Тут же, в кухне, западня в подпол — ступить на нее было страшновато: она шевелилась под ногами, не провалиться бы.
Соломатин потянул за ввинченное колечко, чтоб поднять западню и посмотреть, что с нею, но кольцо это вдруг выдернулось, не подняв западни. Он покачал головой, нахмурился от досады.
Опять вышел в переднюю, выглянул в окно — перед ним была занесенная снегом дорога, за нею голые, корявые ветлы, на них сидели две сороки; за ветлами сарай и заснеженное поле, за полем лес темным зубчатым забором, а за этим «забором» торчала колоколенка церкви. Тот край неба был уже по дневному ясен и лучезарен: там всходило солнце; день начинался погожий, бодрый. А из бокового окна видна была деревенская улица — несколько домов, каждый на особицу, между ними явно не хватало еще строений. Ольга говорила, что на всю деревню сейчас только три дома жилых, остальные пустуют в ожидании хозяев, а хозяева те — дачники из Москвы да из Твери.

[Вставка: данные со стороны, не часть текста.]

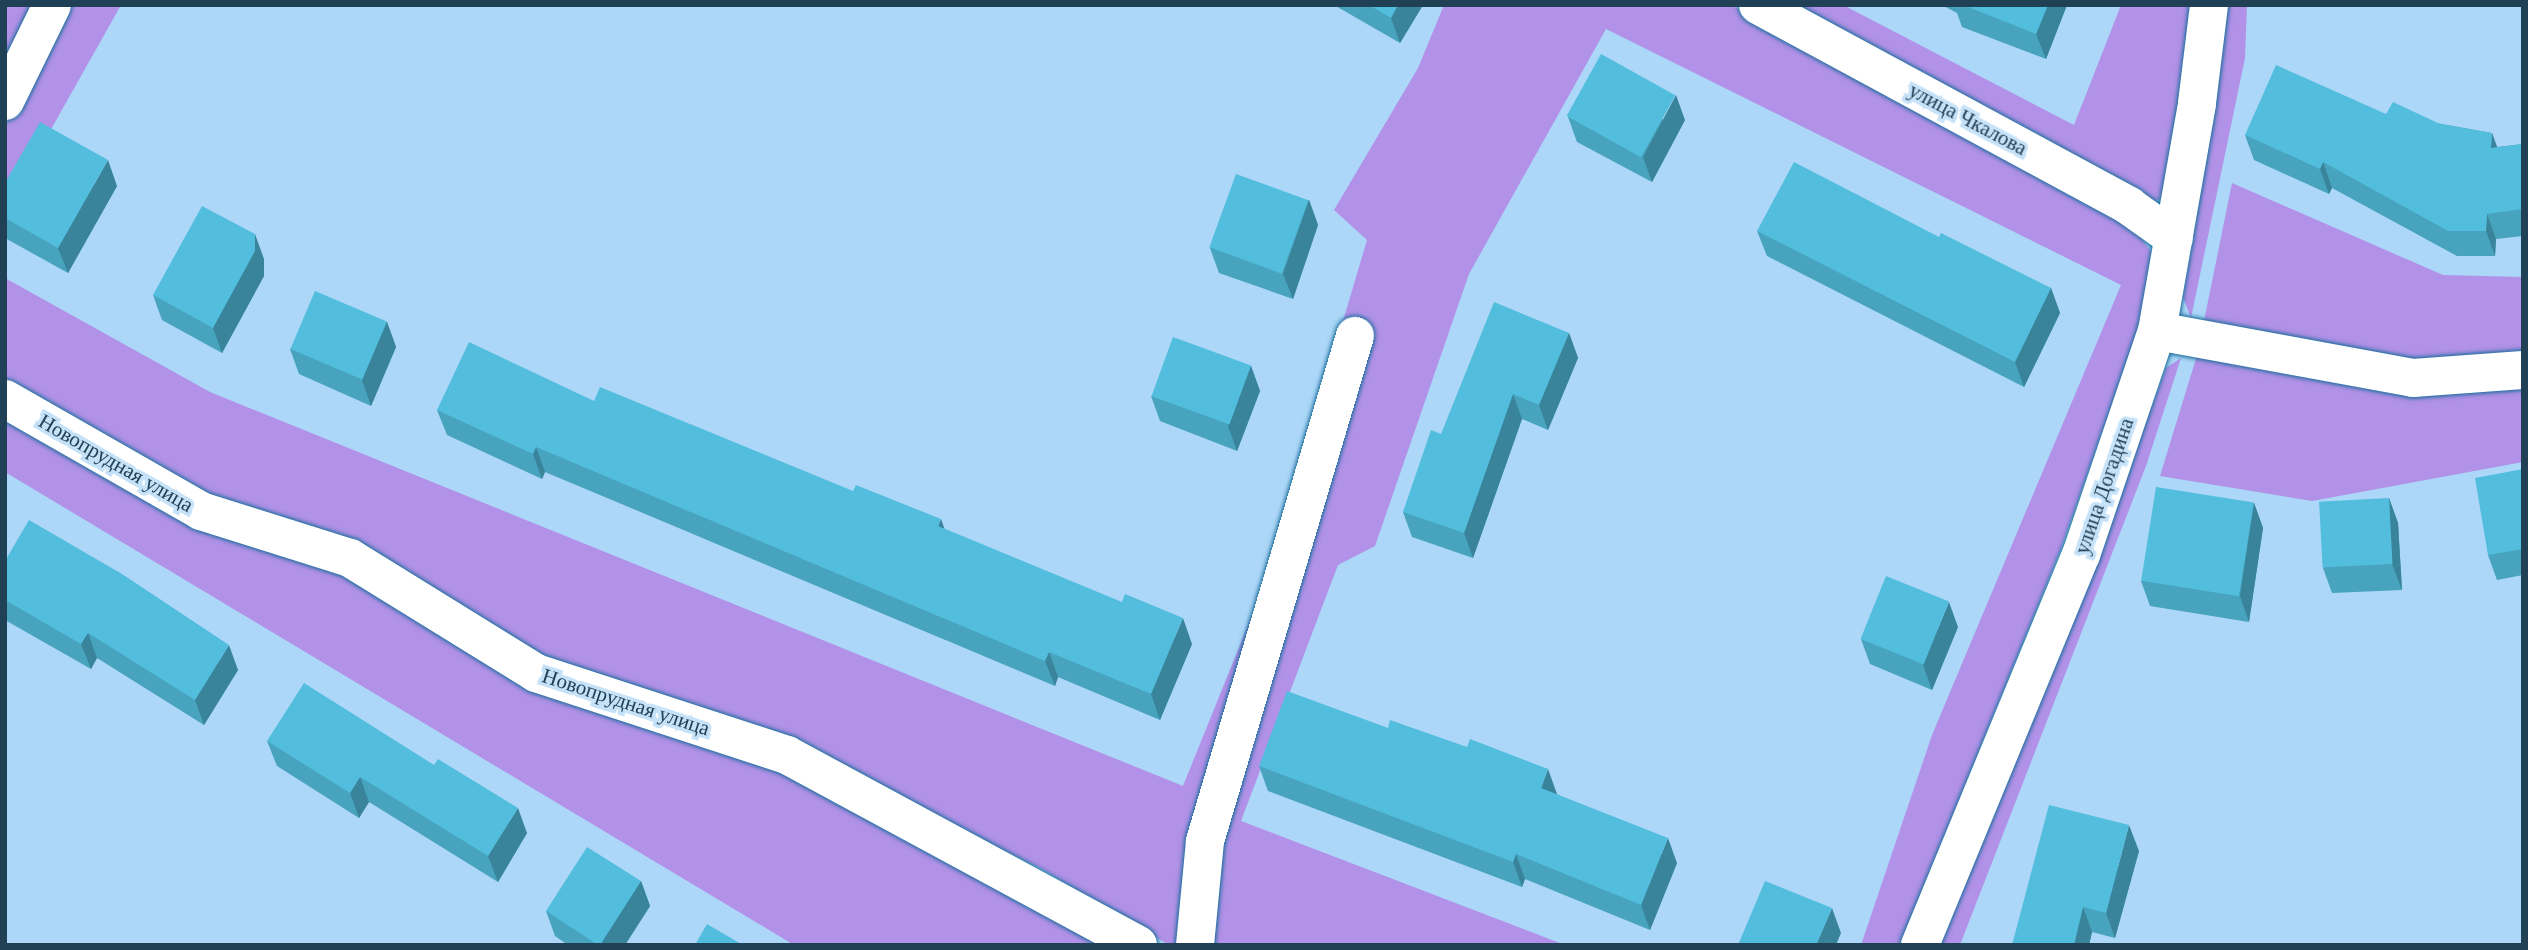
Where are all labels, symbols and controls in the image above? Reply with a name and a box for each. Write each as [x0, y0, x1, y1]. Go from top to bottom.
street label: улица Чкалова [1905, 77, 2031, 161]
street label: Новопрудная улица [34, 408, 198, 518]
street label: улица Догадина [2069, 415, 2139, 557]
street label: Новопрудная улица [539, 663, 713, 741]

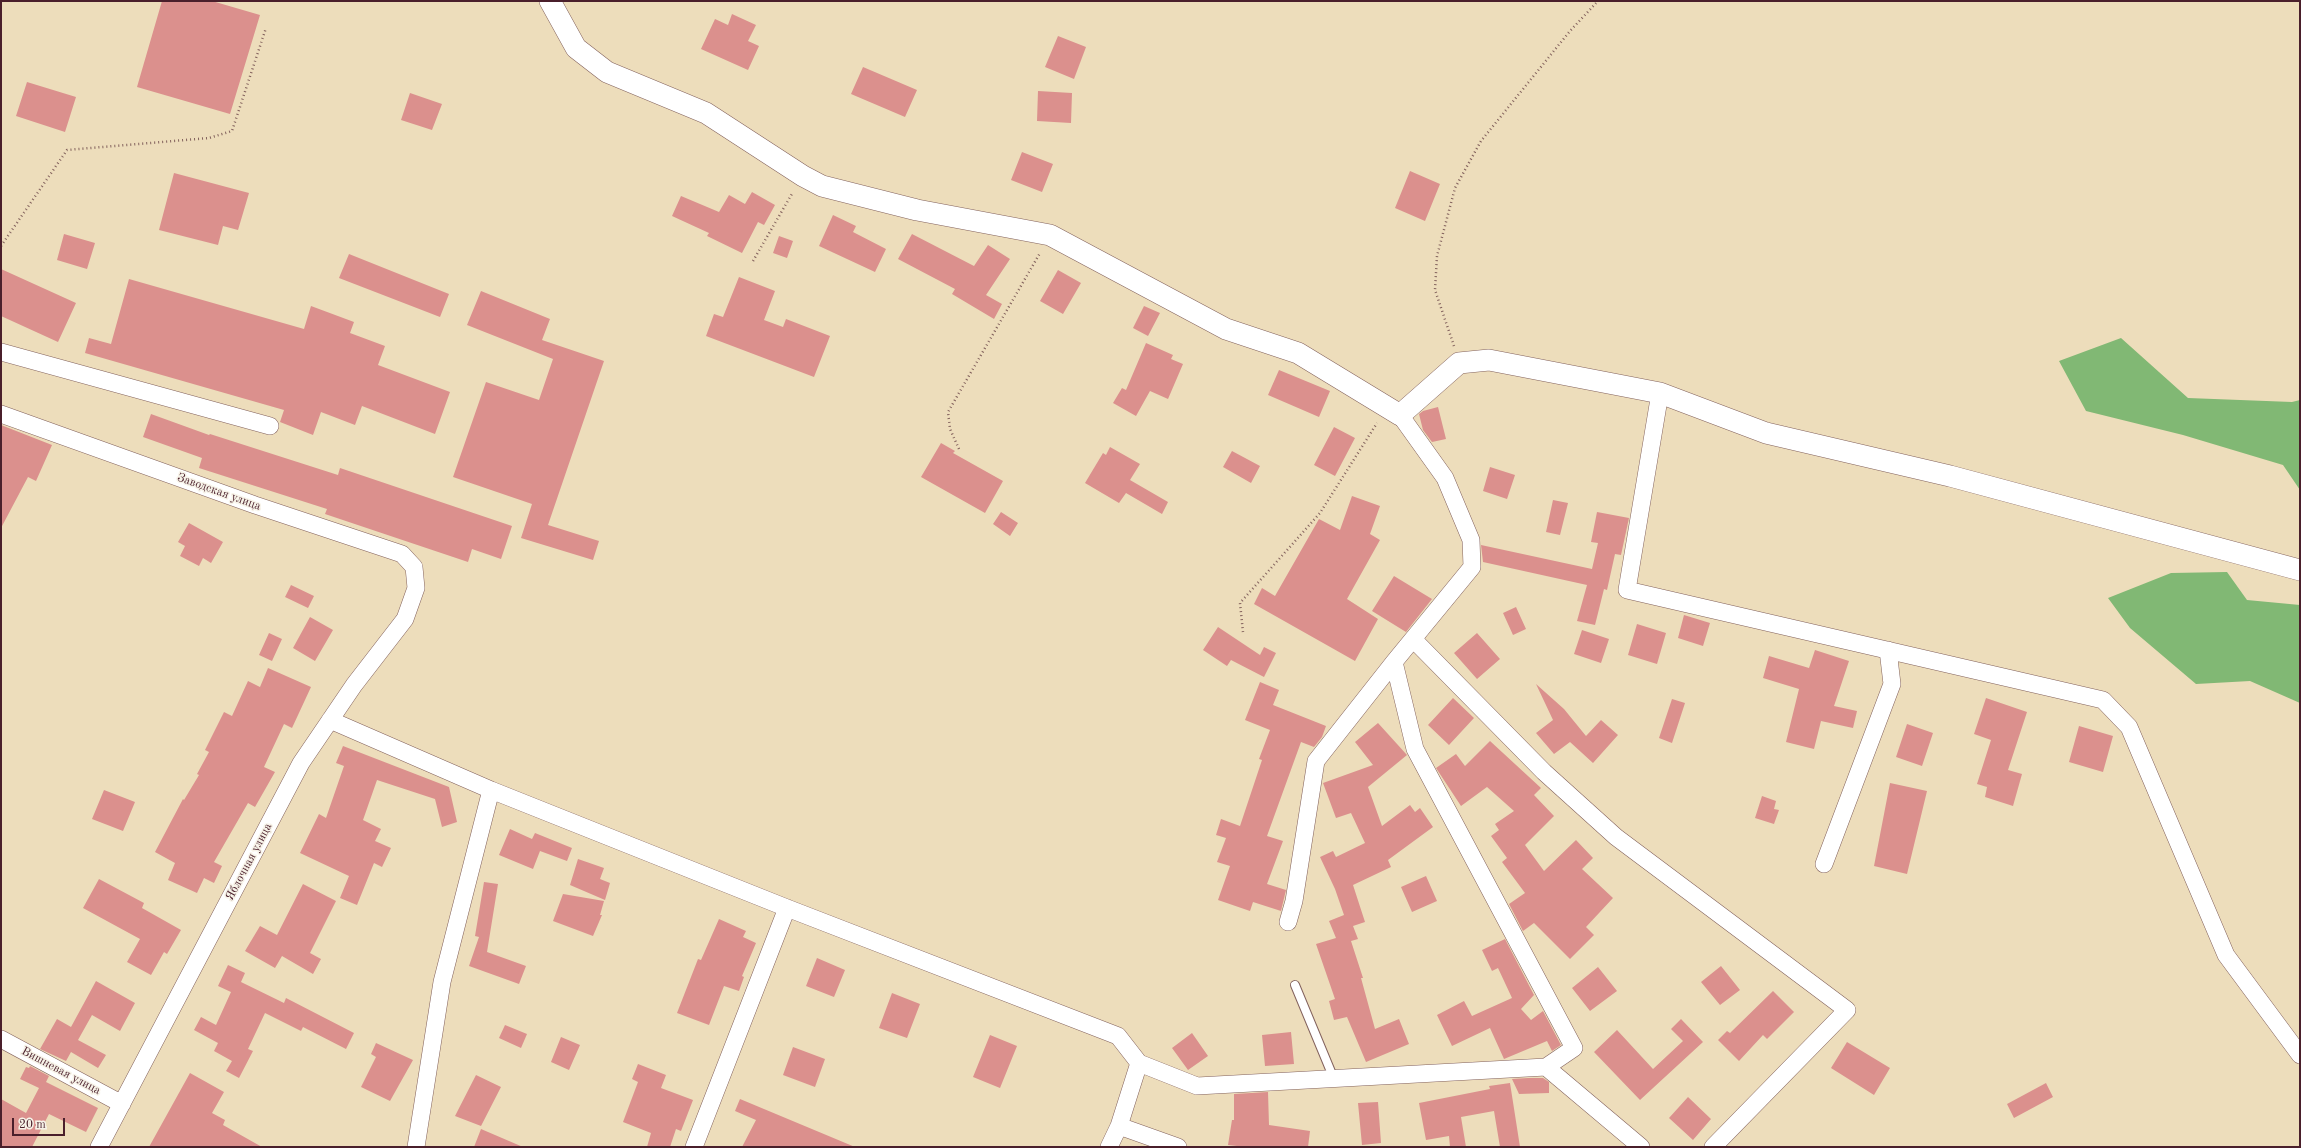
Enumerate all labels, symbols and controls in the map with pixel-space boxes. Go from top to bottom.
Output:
street label: Заводская улица [175,470,263,514]
street label: Яблочная улица [223,821,275,903]
street label: Вишневая улица [19,1044,103,1098]
scale bar [14,1110,67,1136]
text: 20 m [19,1119,46,1131]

По словам Ольги в середине деревни живет старуха Валентина («тетка Валя») лет семидесяти с лишком — она шибко больна, но еще ходит «на своих ногах»; а в дальнем конце — тех же лет баба Катерина с внучкой-дурочкой. Итого на всю деревню четверо жителей и ни дороги, ни телефона. Некому тушить, случись пожар; и некому лечить, случись с кем-то приступ болезни: никто не поможет, если явится сюда лихой человек.
Соломатин сел на лавку в задумчивости, опять выглянул в окно: сирое небо, сирое поле, сирые деревенские избы. В размышлении прошел в кухонный чуланчик, сел там на шаткий стол, нехотя поел; мысли выстраивались в череду невеселые: «Вчера молоко, сегодня молоко, этак жив будешь, а с бабой спать не захочешь. Буженинки бы или холодной телятинки, тарелочку борща с мозговой косточкой»..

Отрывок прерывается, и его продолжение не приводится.